2D Conjugated Metal–Organic Frameworks Bearing Large Pore Apertures and Multiple Active Sites for High‐Performance Aqueous Dual‐Ion Batteries

2D conjugated metal-organic frameworks (2D c-MOFs) with large pore sizes and high surface areas are advantageous for adsorbing iodine species to enhance the electrochemical performance of aqueous dual-ion batteries (ADIBs). However, most of the reported 2D c-MOFs feature microporous structures, with few examples exhibiting mesoporous characteristics. Herein, we developed two mesoporous 2D c-MOFs, namely PA-TAPA-Cu-MOF and PA-PyTTA-Cu-MOF, using newly designed arylimide based multitopic catechol ligands (6OH-PA-TAPA and 8OH-PA-PyTTA).
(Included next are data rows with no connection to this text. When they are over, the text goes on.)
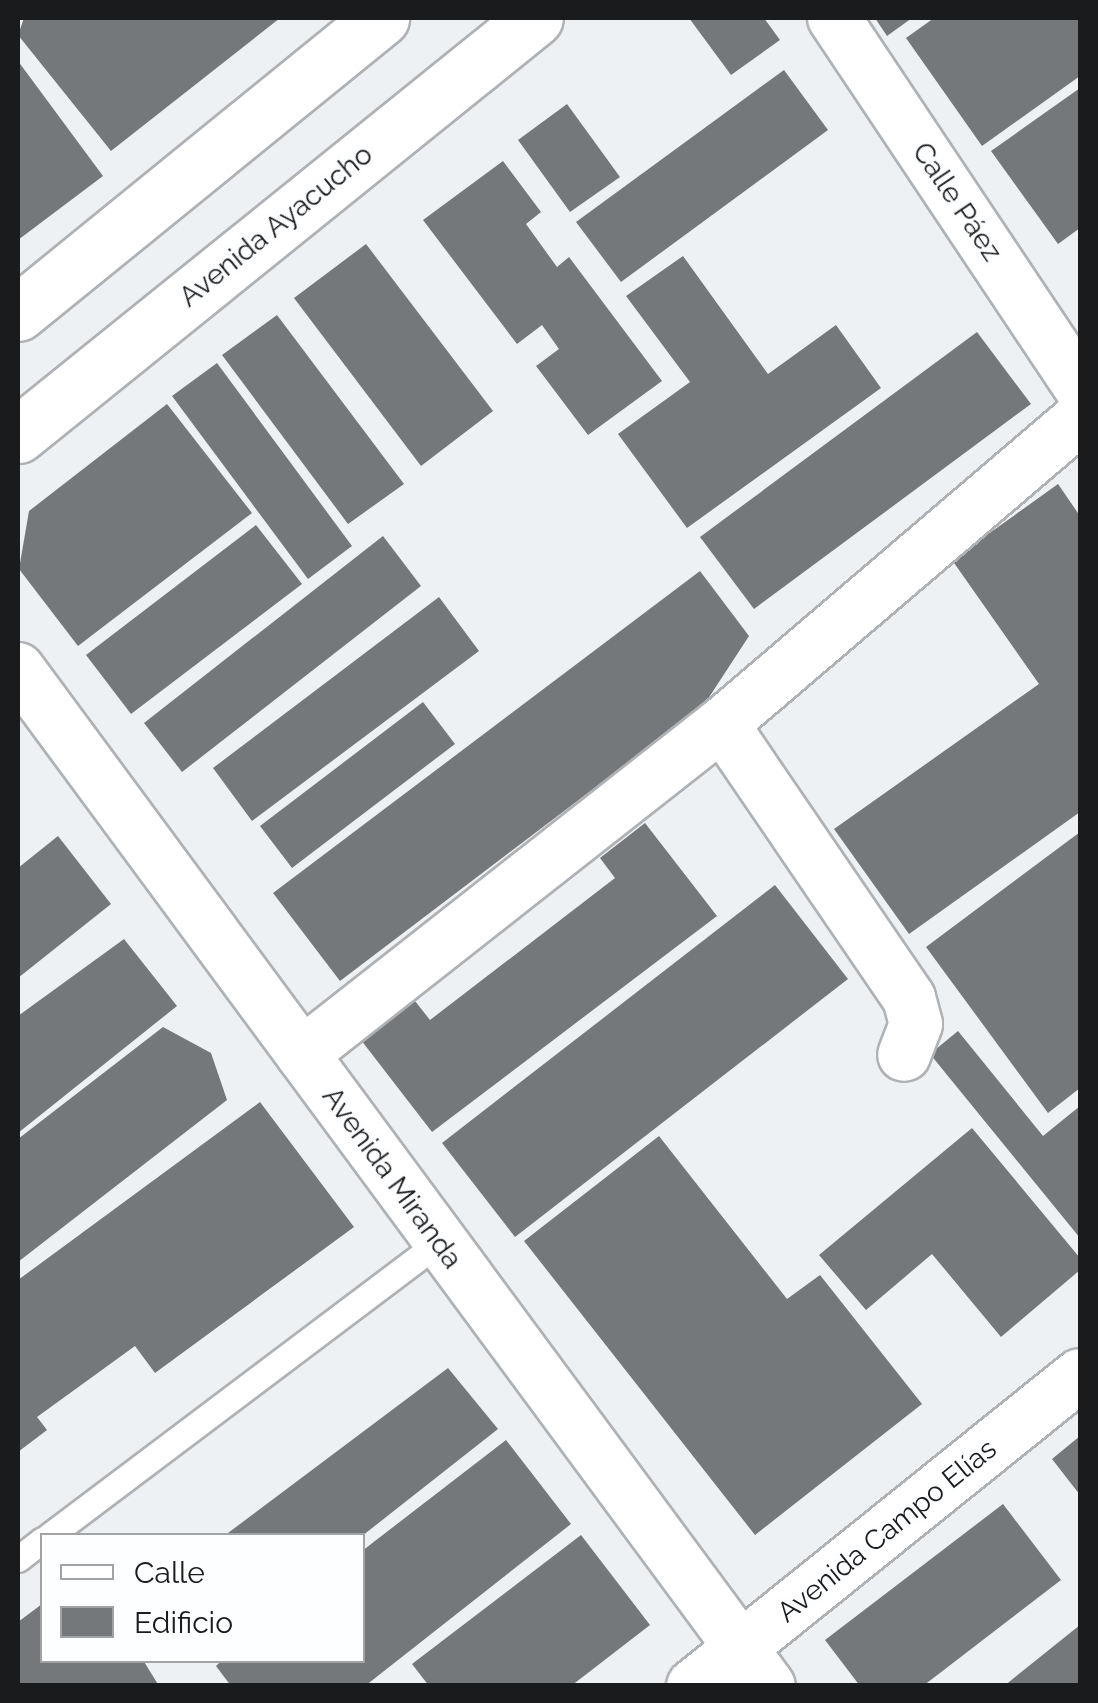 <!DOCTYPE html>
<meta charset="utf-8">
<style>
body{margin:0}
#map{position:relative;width:1098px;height:1703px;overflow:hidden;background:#eef1f4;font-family:Raleway,sans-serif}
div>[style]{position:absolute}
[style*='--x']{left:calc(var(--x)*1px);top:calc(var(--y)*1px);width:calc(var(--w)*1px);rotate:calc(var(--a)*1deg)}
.building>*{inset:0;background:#75787b}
.roads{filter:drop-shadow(2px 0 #afb2b5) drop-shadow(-2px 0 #afb2b5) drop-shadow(0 2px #afb2b5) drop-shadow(0 -2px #afb2b5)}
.lane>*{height:25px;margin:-12.5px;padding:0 12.5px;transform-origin:12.5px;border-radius:12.5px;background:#fff}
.street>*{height:52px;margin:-26px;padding:0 26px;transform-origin:26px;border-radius:26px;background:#fff}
.secondary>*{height:55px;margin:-27.5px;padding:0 27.5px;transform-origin:27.5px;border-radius:27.5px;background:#fff}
span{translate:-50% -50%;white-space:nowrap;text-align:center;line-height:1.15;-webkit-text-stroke:9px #fdfeff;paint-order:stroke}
.street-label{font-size:28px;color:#1a1b1c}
.frame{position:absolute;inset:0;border:20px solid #1a1b1c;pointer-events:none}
.legend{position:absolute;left:40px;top:1533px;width:325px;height:130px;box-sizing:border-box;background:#fdfeff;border:2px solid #a2a3a4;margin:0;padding:12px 18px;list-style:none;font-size:30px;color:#1a1b1c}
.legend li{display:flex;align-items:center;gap:20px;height:50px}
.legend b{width:50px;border:2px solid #a2a3a4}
</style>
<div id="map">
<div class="building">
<i style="clip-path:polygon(24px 18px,280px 18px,111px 151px,18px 35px)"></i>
<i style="clip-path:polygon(689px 18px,764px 18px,780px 40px,731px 75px)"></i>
<i style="clip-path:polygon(875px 18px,912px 18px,887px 36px)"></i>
<i style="clip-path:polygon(934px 18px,1080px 18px,1080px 76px,982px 146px,906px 38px)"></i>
<i style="clip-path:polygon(18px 61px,103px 176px,18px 240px)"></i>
<i style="clip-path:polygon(784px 70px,828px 130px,621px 282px,576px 222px)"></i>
<i style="clip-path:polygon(1080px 88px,1080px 228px,1058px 244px,991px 151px)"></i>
<i style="clip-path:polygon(567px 104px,620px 177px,570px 212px,518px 140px)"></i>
<i style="clip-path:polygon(503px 161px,541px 212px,526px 224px,557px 267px,569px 257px,662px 381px,588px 435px,536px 366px,559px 349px,542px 325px,517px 344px,423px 220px)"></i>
<i style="clip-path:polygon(366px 244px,493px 411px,421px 466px,294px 298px)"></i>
<i style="clip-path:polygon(683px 256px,768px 374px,836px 325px,881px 388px,687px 528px,618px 434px,690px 382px,626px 296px)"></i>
<i style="clip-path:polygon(277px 315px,404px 484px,348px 524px,222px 355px)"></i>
<i style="clip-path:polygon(977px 332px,1031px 404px,754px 609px,700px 537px)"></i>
<i style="clip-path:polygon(217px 363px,352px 546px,308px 579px,172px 396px)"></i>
<i style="clip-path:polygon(167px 404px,252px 513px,78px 646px,19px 569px,29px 511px)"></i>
<i style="clip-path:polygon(1058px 484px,1080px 516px,1080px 812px,909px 934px,834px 829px,1039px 684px,952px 560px)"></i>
<i style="clip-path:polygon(256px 525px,302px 584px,131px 714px,86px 655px)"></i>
<i style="clip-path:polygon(383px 536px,421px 586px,182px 772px,144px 723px)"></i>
<i style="clip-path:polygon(700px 571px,749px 636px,704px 705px,340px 981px,273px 893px)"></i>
<i style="clip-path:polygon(439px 597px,479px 651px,252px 821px,213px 768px)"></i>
<i style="clip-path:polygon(423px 702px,455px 744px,292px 868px,260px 826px)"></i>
<i style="clip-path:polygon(645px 823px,717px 916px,432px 1132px,361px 1040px,415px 1001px,430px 1020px,615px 878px,600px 858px)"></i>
<i style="clip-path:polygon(1080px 832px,1080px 1088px,1048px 1113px,926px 947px)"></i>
<i style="clip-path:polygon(58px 836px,111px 904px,18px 978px,18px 868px)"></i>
<i style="clip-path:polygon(775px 885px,848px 979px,515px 1237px,442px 1143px)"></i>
<i style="clip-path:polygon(124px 939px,177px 1006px,18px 1133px,18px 1016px)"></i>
<i style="clip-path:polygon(163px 1027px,211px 1053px,227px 1100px,18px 1262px,18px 1139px)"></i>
<i style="clip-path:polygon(958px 1031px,1043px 1136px,1080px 1106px,1080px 1238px,930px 1054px)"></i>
<i style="clip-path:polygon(260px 1102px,354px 1227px,155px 1373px,135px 1346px,37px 1417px,47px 1430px,18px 1452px,18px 1280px)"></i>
<i style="clip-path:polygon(972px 1128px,1080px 1258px,1080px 1270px,1001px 1337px,932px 1254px,866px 1310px,819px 1255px)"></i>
<i style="clip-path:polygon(659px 1136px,787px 1299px,820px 1275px,922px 1404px,755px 1535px,524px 1241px)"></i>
<i style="clip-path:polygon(448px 1368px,498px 1429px,362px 1536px,224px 1536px)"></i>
<i style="clip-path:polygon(1080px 1436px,1080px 1495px,1052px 1459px)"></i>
<i style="clip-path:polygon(506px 1440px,571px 1524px,365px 1686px,231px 1686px,216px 1666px,222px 1660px,362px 1660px,362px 1551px)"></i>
<i style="clip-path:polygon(1003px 1504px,1061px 1580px,923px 1686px,860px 1686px,825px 1640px)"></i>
<i style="clip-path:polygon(581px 1535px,650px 1625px,571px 1686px,429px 1686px,412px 1664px)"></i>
<i style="clip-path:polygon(42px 1604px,42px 1660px,143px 1660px,159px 1686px,18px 1686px,18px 1622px)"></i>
<i style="clip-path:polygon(1080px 1625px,1080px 1686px,1004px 1686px)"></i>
</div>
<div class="roads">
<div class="lane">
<i style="--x:49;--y:1536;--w:487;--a:-37"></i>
<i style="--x:18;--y:1559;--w:31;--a:-38"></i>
</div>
<div class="street">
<i style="--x:834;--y:18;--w:443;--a:56.3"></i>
<i style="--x:18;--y:669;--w:1264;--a:53.56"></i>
<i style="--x:722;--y:724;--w:332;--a:55.7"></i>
<i style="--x:909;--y:998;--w:27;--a:75"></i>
<i style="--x:916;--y:1024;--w:33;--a:111"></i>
<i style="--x:302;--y:1054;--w:534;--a:-38.16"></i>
<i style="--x:722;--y:724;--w:471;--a:-40.5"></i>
<i style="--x:693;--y:1686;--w:496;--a:-38.8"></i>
</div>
<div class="secondary">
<i style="--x:18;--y:313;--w:468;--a:-39.1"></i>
<i style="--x:18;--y:435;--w:664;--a:-38.89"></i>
</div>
</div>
<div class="street-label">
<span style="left:957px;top:202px;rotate:56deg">Calle Páez</span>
<span style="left:276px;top:226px;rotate:-39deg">Avenida Ayacucho</span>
<span style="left:392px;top:1178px;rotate:54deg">Avenida Miranda</span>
<span style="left:887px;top:1531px;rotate:-39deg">Avenida Campo Elías</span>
</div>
<div class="frame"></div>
<ul class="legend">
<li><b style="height:12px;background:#fff"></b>Calle</li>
<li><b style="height:28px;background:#75787b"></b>Edificio</li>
</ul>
</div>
Notably, PA-TAPA-Cu-MOF exhibits the largest pore sizes (3.9 nm) among all reported 2D c-MOFs. Furthermore, we demonstrated that these 2D c-MOFs can serve as promising cathode host materials for polyiodides in ADIBs for the first time. The incorporation of triphenylamine moieties in PA-TAPA-Cu-MOF resulted in a higher specific capacity (423.4 mAh g^-1 after 100 cycles at 1.0 A g^-1) and superior cycling performance, retaining 96 % capacity over 1000 cycles at 10 A g^-1 compared to PA-PyTTA-Cu-MOF. Our comparative analysis revealed that the increased number of N anchoring sites and larger pore size in PA-TAPA-Cu-MOF facilitate efficient anchoring and conversion of I₃ ^-, as supported by spectroscopic electrochemistry and density functional theory calculations.